**Material provided**
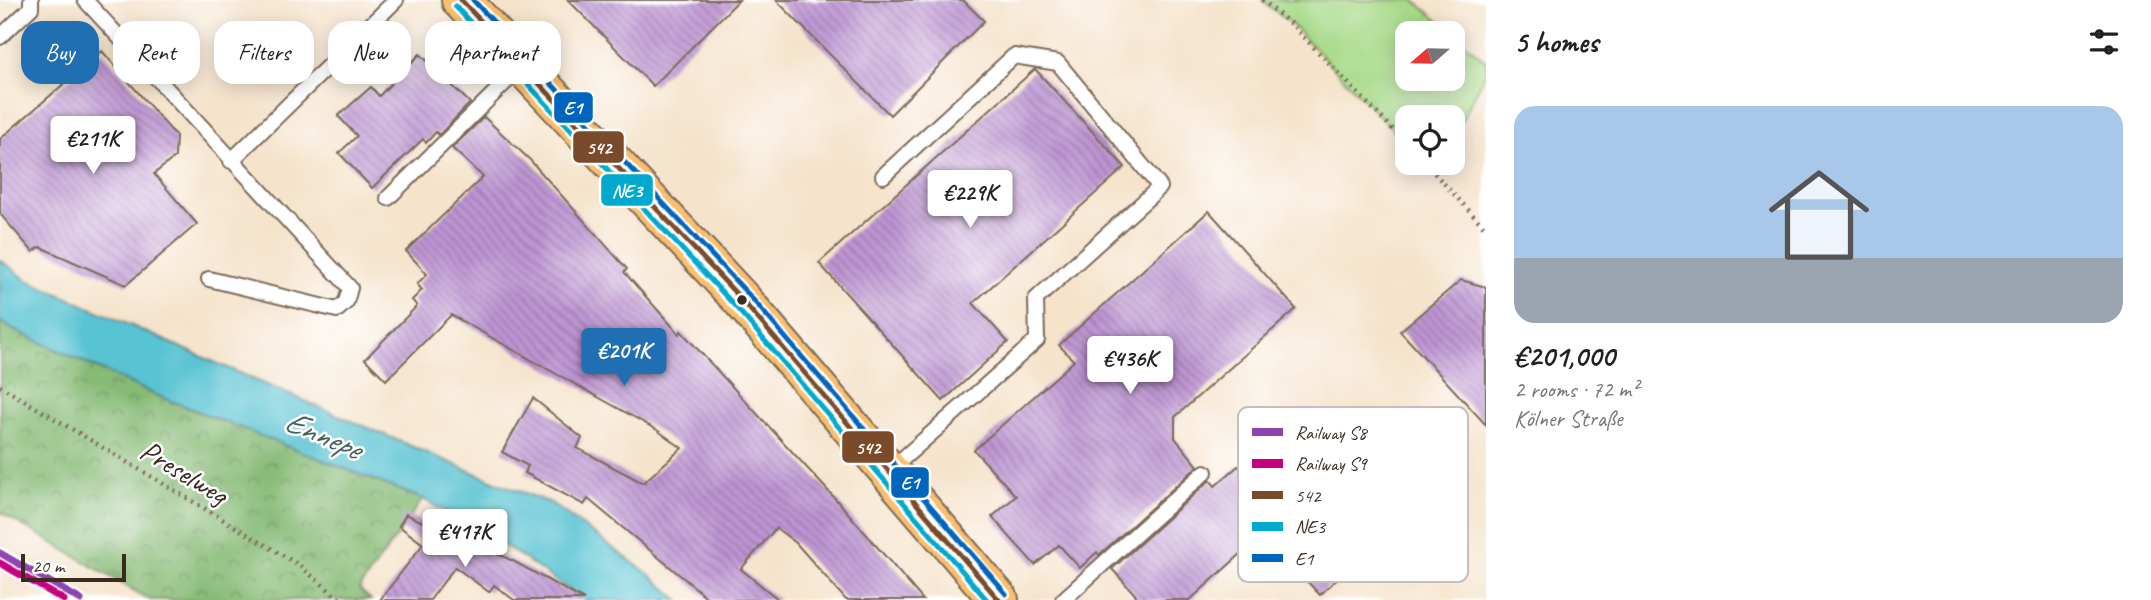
<!DOCTYPE html>
<meta charset="utf-8">
<style>
:root{--surface:#fff;--page:#f2f2f2;--text:#202124;--muted:#757577;--accent:#1f6fb2}
body{margin:0;font-family:Caveat,sans-serif;background:var(--page);color:var(--text);height:100vh;display:flex;flex-direction:column;font-size:26px;white-space:nowrap}
*{box-sizing:border-box;margin:0}
p{font-size:23px;color:var(--muted)}
.icon{flex:none;width:38px;height:38px;fill:none;stroke:currentColor;stroke-width:2;stroke-linecap:round;stroke-linejoin:round}
.map{position:relative;flex:1;overflow:hidden}
.details{display:flex;flex-direction:column;background:var(--surface);width:665px}
.details>*{flex:none}
.top-card{position:absolute;left:21px;top:21px;width:665px;height:63px;display:flex;gap:14px}
.needle{width:46px;rotate:250deg}
.tools{position:absolute;left:1395px;top:21px;display:grid;gap:14px}
.tools a{display:grid;place-items:center;width:70px;height:70px;border-radius:14px;background:var(--surface);box-shadow:0 4px 18px #0003;font-size:35px}
.scale{position:absolute;left:21px;bottom:18px;width:105px;box-sizing:border-box;padding-left:7px;border:4px solid #3b2a1e;border-top:0;font-size:19px;line-height:24px;white-space:nowrap;color:#3b2a1e;-webkit-text-stroke:5px #fff;paint-order:stroke}
.price{position:absolute;translate:-50% -60px;padding:0 16px;border-radius:7px;background:#fff;color:#222;font-size:23px;line-height:46px;filter:drop-shadow(0 2px 4px #0008)}
.price::after{content:'';position:absolute;left:50%;top:42px;width:21px;height:16px;margin-left:-10px;background:inherit;clip-path:polygon(0 0,100% 0,50% 100%)}
.price.on{background:var(--accent);color:#fff}
ul{padding:0;list-style:none}
li{display:grid;align-content:center;gap:14px;height:371px;padding:0 28px}
li span{display:grid;place-items:center;height:217px;border-radius:21px;color:#555}
li>.icon{margin-inline-start:auto}
span .icon{width:126px;height:126px;fill:#fffc;stroke-width:1}
li b{font-size:30px}
h2{display:flex;justify-content:space-between;align-items:center;height:84px;padding:0 28px;font-size:30px}
.tag{padding:0 24px;border-radius:21px;background:var(--surface);box-shadow:0 4px 18px #0003;font-size:24px;line-height:63px}
.tag.on{background:var(--accent);color:#fff}
main{display:flex;flex:1;min-height:0}
.map>svg:first-child{display:block}
.forest{fill:url(#forest-crowns);stroke:#60724a;stroke-width:2}
.green{fill:#a8da89;stroke:#728254;stroke-width:2;fill-rule:evenodd}
.water{fill:#58c3d2;stroke:#4a7678;stroke-width:2}
.building{fill:url(#building-back-hatch)}
.lines{fill:none;stroke-linecap:round;stroke-linejoin:round}
.lane-casing{stroke:#7c6b5b;stroke-width:18}
.primary-casing{stroke:#7c6b5b;stroke-width:42}
.path{stroke:#7c6b5b;stroke-width:4.5;stroke-dasharray:2 5;stroke-linecap:butt}
.lane{stroke:#fff;stroke-width:14}
.primary{stroke:#fabe6d;stroke-width:38}
.bus-1-casing{stroke:#fff;stroke-width:10}
.bus-2-casing{stroke:#fff;stroke-width:10}
.bus-3-casing{stroke:#fff;stroke-width:10}
.bus-1{stroke:#7a4b2a;stroke-width:5}
.bus-2{stroke:#00a9ce;stroke-width:5}
.bus-3{stroke:#0065bd;stroke-width:5}
.rail-1-casing{stroke:#fff;stroke-width:12}
.rail-2-casing{stroke:#fff;stroke-width:12}
.rail-1{stroke:#8e44ad;stroke-width:7}
.rail-2{stroke:#c7007f;stroke-width:7}
.bus-dot{fill:#3b2a1e;stroke:#fff;stroke-width:2.5}
.labels{text-anchor:middle;stroke-width:5;stroke-linejoin:round;paint-order:stroke}
.street-label{font-size:30px;fill:#3b2a1e;stroke:#fff}
.water-label{font-size:32px;font-style:italic;fill:#45605d;stroke:#fff}
.key{fill:#fff;stroke:#c4bfbc;stroke-width:2}
.key-label{font-size:19px;fill:#3b2a1e}
.line-badge{stroke:#fff;stroke-width:2.5}
.badge-label{font-size:19px;text-anchor:middle;font-weight:bold;fill:#fff}
</style>
<main>
<div class="map">
<svg width="1486" height="600" viewBox="0 0 1486 600">
<defs>
<pattern id="forest-crowns" width="20" height="18" patternUnits="userSpaceOnUse" patternTransform="scale(1.75)"><rect width="20" height="18" fill="#86ba75"/><path d="M2 6a3 3 0 1 1 6 0M12 15a3 3 0 1 1 6 0" fill="none" stroke="#6f975f"/></pattern>
<pattern id="building-back-hatch" width="6" height="6" patternUnits="userSpaceOnUse" patternTransform="scale(1.75)"><rect width="6" height="6" fill="#bd94d2"/><path d="M-1 5l2 2M0 0l6 6M5-1l2 2" fill="none" stroke="#9b79aa"/></pattern>
</defs>
<rect width="100%" height="100%" fill="#fff"/>
<filter id="ink" filterUnits="userSpaceOnUse"><feTurbulence type="fractalNoise" baseFrequency=".0143" numOctaves="2"/><feDisplacementMap in="SourceGraphic" scale="14" xChannelSelector="R" yChannelSelector="G"/><feConvolveMatrix kernelMatrix="1 2 1 2 8 2 1 2 1" color-interpolation-filters="sRGB"/></filter>
<filter id="wash" filterUnits="userSpaceOnUse"><feTurbulence type="fractalNoise" baseFrequency=".00686" numOctaves="4" result="noise"/><feDisplacementMap in="SourceGraphic" scale="28" xChannelSelector="R" yChannelSelector="G"/><feGaussianBlur stdDeviation="1.57" result="paint"/><feColorMatrix in="noise" values="0 0 0 0 0 0 0 0 0 0 0 0 0 0 0 0 0 1.4 0 .05"/><feComposite in="paint" operator="in"/></filter>
<g filter="url(#wash)">
<rect width="100%" height="100%" fill="#f5e3cb"/>
<path class="forest" d="M0 321 14 330 156 395 423 499 359 589 371 600H150L0 512Z"/>
<path class="green" d="M1262 0H1414L1486 61V73L1453 137 1452 117H1407V144L1292 25ZM1407 33H1452V79H1407Z"/>
<path class="water" d="M0 260 27 280 255 380 496 482 551 503 650 575 679 600H584L510 549 423 499 156 395 14 330 0 321Z"/>
<g id="blocks">
<path class="building" d="M568 0H739L653 86Z
M776 0H963L984 21 890 115Z
M102 51 176 136 175 157 154 174 197 224 126 285 40 247 33 252 0 214V139Z
M420 54 470 103 439 135 436 132 426 143 423 139 372 188 339 153 357 136 338 116 371 87 379 96Z
M1035 69 1125 167 973 303 1008 342 943 401 819 263Z
M484 117 530 160 627 269 624 272 679 334 681 331 842 506 923 600H846L796 543 776 528 741 569 779 600H710L588 499 584 505 525 473 528 466 502 452 533 398 582 438 577 448 643 483 682 448 657 430 451 315 386 380 365 359 417 306 412 300 422 290 417 284 427 274 406 251 483 177 452 148Z
M1209 211 1296 309 1175 417V438L1198 466 1099 555 1097 552 1080 568 1059 545 1035 565 992 517 1016 496 974 450 1074 361 1059 345Z
M1461 280 1486 287V425L1400 331Z
M1238 466 1340 576 1320 595 1263 534 1190 600H1140L1112 569 1210 480 1215 486Z
M406 514 490 554 492 551 515 562 584 600H514L494 585 489 592 455 567 430 600H380L423 544 399 526Z"/>
</g>
</g>
<g filter="url(#ink)">
<use href="#blocks" fill-opacity="0" stroke="#7c6b5b" stroke-width="2"/>
<g class="lines">
<defs>
<path id="lane" d="M85 0 350 288 346 302 337 310 209 279
M0 37 31 8V0
M231 161 396 0
M883 176 1014 56 1058 63 1160 187 1036 299 1037 340 890 470
M388 198 522 66
M1063 600 1205 472"/>
<path id="primary" d="M461 0 742 300 999 600"/>
</defs>
<use href="#lane" class="lane-casing"/>
<use href="#primary" class="primary-casing"/>
<path class="path" d="M1262 0 1292 25 1407 144
M1425 163 1486 229
M0 386 299 565 341 600"/>
<use href="#lane" class="lane"/>
<use href="#primary" class="primary"/>
<defs>
<path id="bus-1" d="M461 0 742 300 999 600"/>
<path id="bus-2" d="M455 6 735 306 987 600"/>
<path id="bus-3" d="M473 0 748 294 1006 594"/>
</defs>
<use href="#bus-1" class="bus-1-casing"/>
<use href="#bus-2" class="bus-2-casing"/>
<use href="#bus-3" class="bus-3-casing"/>
<use href="#bus-1" class="bus-1"/>
<use href="#bus-2" class="bus-2"/>
<use href="#bus-3" class="bus-3"/>
<defs>
<path id="rail-1" d="M0 553 81 600"/>
<path id="rail-2" d="M0 563 64 600"/>
</defs>
<use href="#rail-1" class="rail-1-casing"/>
<use href="#rail-2" class="rail-2-casing"/>
<use href="#rail-1" class="rail-1"/>
<use href="#rail-2" class="rail-2"/>
</g>
</g>
<circle class="bus-dot" cx="742" cy="300" r="6"/>
<g class="labels">
<g class="street-label">
<text transform="translate(184 472) rotate(31)" y="10">Preselweg</text>
</g>
<g class="water-label">
<text transform="translate(323 434) rotate(23)" y="11">Ennepe</text>
</g>
</g>
<rect x="1238" y="407" width="230" height="175" rx="10" class="key"/>
<rect x="1252" y="428" width="31" height="8" fill="#8e44ad"/>
<rect x="1252" y="459" width="31" height="9" fill="#c7007f"/>
<rect x="1252" y="491" width="31" height="8" fill="#7a4b2a"/>
<rect x="1252" y="522" width="31" height="9" fill="#00a9ce"/>
<rect x="1252" y="554" width="31" height="8" fill="#0065bd"/>
<g class="key-label">
<text x="1295" y="439">Railway S8</text>
<text x="1295" y="470">Railway S9</text>
<text x="1295" y="502">542</text>
<text x="1295" y="533">NE3</text>
<text x="1295" y="565">E1</text>
</g>
<g class="line-badge">
<rect x="553" y="91" width="41" height="33" rx="7" fill="#0065bd"/>
<rect x="572" y="130" width="53" height="34" rx="7" fill="#7a4b2a"/>
<rect x="600" y="173" width="54" height="34" rx="7" fill="#00a9ce"/>
<rect x="841" y="430" width="54" height="34" rx="7" fill="#7a4b2a"/>
<rect x="890" y="466" width="40" height="33" rx="7" fill="#0065bd"/>
</g>
<g class="badge-label">
<text x="573" y="114">E1</text>
<text x="599" y="154">542</text>
<text x="627" y="197">NE3</text>
<text x="868" y="454">542</text>
<text x="910" y="489">E1</text>
</g>
</svg>
<div class="tools">
<a><svg class="needle" viewBox="-14 -14 28 28"><path d="M0-13l5 13h-10z" fill="#e53935"/><path d="M0 13l5-13h-10z" fill="#757577"/></svg></a>
<a><svg class="icon" aria-label="locate" viewBox="0 0 24 24"><circle cx="12" cy="12" r="6"/><path d="M12 2v4M12 18v4M2 12h4M18 12h4"/></svg></a>
</div>
<div class="scale">20 m</div>
<b class="price" style="left:93px;top:176px">€211K</b>
<b class="price" style="left:970px;top:230px">€229K</b>
<b class="price on" style="left:624px;top:388px">€201K</b>
<b class="price" style="left:1130px;top:396px">€436K</b>
<b class="price" style="left:465px;top:569px">€417K</b>
<div class="top-card">
<a class="tag on">Buy</a>
<a class="tag">Rent</a>
<a class="tag">Filters</a>
<a class="tag">New</a>
<a class="tag">Apartment</a>
</div>
</div>
<section class="details">
<h2>5 homes<svg class="icon" aria-label="filters" viewBox="0 0 24 24"><path d="M4 7h16M4 17h16"/><circle cx="9" cy="7" r="2"/><circle cx="15" cy="17" r="2"/></svg></h2>
<ul>
<li><span style="background:linear-gradient(#a9c7e8 70%,#9aa5b1 0)"><svg class="icon" aria-label="home" viewBox="0 0 24 24"><path d="M3 11l9-7 9 7M6 9v11h12V9"/></svg></span><div><b>€201,000</b><p>2 rooms · 72 m²</p><p>Kölner Straße</p></div></li>
</ul>
</section>
</main>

**What you have to do**
Using only the data above, copy out the lines that include the word "patternUnits".

**Response to the exercise**
<pattern id="forest-crowns" width="20" height="18" patternUnits="userSpaceOnUse" patternTransform="scale(1.75)"><rect width="20" height="18" fill="#86ba75"/><path d="M2 6a3 3 0 1 1 6 0M12 15a3 3 0 1 1 6 0" fill="none" stroke="#6f975f"/></pattern>
<pattern id="building-back-hatch" width="6" height="6" patternUnits="userSpaceOnUse" patternTransform="scale(1.75)"><rect width="6" height="6" fill="#bd94d2"/><path d="M-1 5l2 2M0 0l6 6M5-1l2 2" fill="none" stroke="#9b79aa"/></pattern>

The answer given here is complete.